I agree with Bernard on prohibiting contribution holidays once and for all and he makes an excellent point that the solvency basis for determining the valuation of a DB plans distorts the funded status of a plan, but bonds are still the measure of risk-free assets and all other assets are valued in relation to bonds (listen to Bill Gross explain it here).

Moreover, it all depends on where pension plans are currently valued. When I discuss Canadian DB plans that are 80% funded, I’m not as worried as when I discuss U.S. DB plans that are 60%, 50% or 40% funded.

In other words, the current funded status matters a lot. The starting point matters and as Ron Mock and Jim Keohane keep reminding me, all pensions are path dependent, which means they can’t sustain a big drop in their assets, especially when rates are at historic lows and deflation is knocking on our door.
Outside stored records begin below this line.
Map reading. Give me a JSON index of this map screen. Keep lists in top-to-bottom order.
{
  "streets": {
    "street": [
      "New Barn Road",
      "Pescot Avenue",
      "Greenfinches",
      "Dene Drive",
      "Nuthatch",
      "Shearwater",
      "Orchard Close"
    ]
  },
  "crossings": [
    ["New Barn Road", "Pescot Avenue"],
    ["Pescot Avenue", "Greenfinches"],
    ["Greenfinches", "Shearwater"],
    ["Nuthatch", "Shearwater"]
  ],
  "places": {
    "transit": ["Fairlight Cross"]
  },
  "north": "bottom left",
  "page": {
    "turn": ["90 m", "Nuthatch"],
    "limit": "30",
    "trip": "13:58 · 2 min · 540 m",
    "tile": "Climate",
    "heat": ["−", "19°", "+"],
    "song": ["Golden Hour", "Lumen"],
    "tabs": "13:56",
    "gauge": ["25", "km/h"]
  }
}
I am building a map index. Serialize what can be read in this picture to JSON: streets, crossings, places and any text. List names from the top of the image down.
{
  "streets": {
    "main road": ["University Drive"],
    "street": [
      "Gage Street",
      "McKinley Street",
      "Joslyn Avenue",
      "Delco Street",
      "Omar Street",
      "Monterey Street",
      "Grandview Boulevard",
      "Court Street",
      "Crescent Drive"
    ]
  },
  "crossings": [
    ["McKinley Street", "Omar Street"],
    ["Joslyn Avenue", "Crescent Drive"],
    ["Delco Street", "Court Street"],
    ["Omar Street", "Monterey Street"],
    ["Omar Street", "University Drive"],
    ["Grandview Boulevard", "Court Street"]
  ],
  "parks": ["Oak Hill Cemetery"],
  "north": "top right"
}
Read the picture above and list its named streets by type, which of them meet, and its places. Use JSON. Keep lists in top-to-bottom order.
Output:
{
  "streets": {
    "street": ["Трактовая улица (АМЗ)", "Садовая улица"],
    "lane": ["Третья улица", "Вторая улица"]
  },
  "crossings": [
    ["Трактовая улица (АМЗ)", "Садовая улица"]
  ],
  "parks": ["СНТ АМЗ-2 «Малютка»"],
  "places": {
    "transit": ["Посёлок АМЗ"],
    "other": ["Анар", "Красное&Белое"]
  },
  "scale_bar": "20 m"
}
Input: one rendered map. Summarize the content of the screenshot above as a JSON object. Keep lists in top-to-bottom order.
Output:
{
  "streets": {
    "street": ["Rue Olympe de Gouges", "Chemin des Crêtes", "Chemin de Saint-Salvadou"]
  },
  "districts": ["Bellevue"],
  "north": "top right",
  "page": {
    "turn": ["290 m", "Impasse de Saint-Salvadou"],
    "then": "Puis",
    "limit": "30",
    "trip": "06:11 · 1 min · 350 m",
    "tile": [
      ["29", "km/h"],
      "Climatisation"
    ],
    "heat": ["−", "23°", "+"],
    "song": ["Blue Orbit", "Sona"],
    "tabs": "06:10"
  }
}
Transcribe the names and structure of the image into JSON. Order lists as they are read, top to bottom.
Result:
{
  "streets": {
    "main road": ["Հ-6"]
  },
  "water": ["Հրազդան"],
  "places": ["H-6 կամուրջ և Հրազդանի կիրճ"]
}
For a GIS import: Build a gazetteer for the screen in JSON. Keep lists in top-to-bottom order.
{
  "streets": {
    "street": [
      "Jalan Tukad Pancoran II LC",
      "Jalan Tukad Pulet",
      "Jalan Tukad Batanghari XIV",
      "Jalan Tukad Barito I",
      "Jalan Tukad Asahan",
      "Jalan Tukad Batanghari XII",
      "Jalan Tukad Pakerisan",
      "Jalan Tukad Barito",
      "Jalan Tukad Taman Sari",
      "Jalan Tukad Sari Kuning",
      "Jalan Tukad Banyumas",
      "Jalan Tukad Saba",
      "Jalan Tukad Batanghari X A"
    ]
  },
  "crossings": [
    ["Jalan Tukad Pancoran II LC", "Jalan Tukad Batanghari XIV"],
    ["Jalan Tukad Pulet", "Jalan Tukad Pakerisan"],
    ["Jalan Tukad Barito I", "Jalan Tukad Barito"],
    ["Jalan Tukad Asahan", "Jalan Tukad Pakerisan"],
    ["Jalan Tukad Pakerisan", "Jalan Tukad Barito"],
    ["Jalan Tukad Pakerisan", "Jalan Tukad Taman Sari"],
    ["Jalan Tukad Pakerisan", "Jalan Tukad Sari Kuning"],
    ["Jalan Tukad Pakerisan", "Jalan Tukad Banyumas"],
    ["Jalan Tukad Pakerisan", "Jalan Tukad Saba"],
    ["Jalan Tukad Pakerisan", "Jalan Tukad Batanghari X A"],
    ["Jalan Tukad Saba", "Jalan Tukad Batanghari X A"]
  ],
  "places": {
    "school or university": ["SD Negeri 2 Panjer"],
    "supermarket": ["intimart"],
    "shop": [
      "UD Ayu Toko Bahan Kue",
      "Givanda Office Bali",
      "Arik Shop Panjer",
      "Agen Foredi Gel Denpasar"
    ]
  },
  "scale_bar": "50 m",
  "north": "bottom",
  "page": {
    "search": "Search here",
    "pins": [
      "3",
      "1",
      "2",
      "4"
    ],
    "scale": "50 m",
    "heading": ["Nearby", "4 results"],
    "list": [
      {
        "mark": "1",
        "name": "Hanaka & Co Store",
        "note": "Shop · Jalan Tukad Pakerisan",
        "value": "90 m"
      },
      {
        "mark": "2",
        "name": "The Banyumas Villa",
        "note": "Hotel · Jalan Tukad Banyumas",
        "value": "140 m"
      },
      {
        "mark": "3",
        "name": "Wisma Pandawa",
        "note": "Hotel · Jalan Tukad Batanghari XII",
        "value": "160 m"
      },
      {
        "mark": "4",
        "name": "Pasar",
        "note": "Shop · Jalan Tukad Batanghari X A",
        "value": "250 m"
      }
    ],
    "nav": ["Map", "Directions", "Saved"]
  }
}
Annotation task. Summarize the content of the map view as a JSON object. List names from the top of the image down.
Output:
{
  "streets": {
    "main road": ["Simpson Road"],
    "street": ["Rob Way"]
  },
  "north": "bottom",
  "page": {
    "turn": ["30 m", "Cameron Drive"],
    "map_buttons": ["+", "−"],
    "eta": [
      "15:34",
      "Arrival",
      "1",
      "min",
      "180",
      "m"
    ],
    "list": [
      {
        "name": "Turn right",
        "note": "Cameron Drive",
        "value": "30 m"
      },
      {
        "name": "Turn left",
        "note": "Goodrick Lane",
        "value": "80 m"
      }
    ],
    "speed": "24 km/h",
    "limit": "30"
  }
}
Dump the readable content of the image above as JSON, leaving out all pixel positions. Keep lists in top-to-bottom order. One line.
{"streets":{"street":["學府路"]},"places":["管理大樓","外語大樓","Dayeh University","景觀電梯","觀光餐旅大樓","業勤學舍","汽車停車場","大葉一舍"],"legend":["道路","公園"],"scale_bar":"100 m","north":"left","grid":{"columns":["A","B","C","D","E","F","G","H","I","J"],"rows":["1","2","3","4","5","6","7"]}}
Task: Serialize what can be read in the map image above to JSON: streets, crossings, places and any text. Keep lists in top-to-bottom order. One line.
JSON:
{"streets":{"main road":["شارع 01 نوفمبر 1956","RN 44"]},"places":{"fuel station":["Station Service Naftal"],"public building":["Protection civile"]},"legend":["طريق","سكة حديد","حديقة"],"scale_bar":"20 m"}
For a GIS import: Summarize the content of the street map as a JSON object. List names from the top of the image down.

This forces public pensions to pile on risk after a huge drawdown in the hopes of regaining fully funded (or more likely, 80% funded status) and that’s the last thing they should be doing, especially if they are a mature plan paying out more in benefits than they receive in contributions.

Look at what happened to the Central States Pension Fund. It’s a textbook example of bad governance, gross mismanagement and terrible investment decisions. And it’s going to be workers and pensioners who will bear the brunt of years of gross negligence.

Of course, the sharks on Wall Street couldn’t care less. They are there to bleed these public pensions dry. They routinely gouge pensions on fees on structured products, hedge funds, private equity funds, currencies, commodities, derivatives, you name it. If they can collect a big fat fee or spread by”ripping their face off”, they’ll do it and they couldn’t care less about millions retiring in pension poverty.

And to add insult upon injury, you have a hedge fund legend and maestro central banker warning us of the looming catastrophe linked to entitlement spending run amok (never mind the facts or that productivity is grossly understated or that trillions are parked in offshore accounts). Nope, go after grandma and grandpa and screw workers by cutting their Social Security benefits.

All this to say while the movies love vilifying the mob, it’s the legalized mob on Wall Street that should concern you because while most Americans are going to retire in poverty, the financial parasites on Wall Street will always find ways to make off like bandits no matter how poorly pensions and 401(k)s are doing.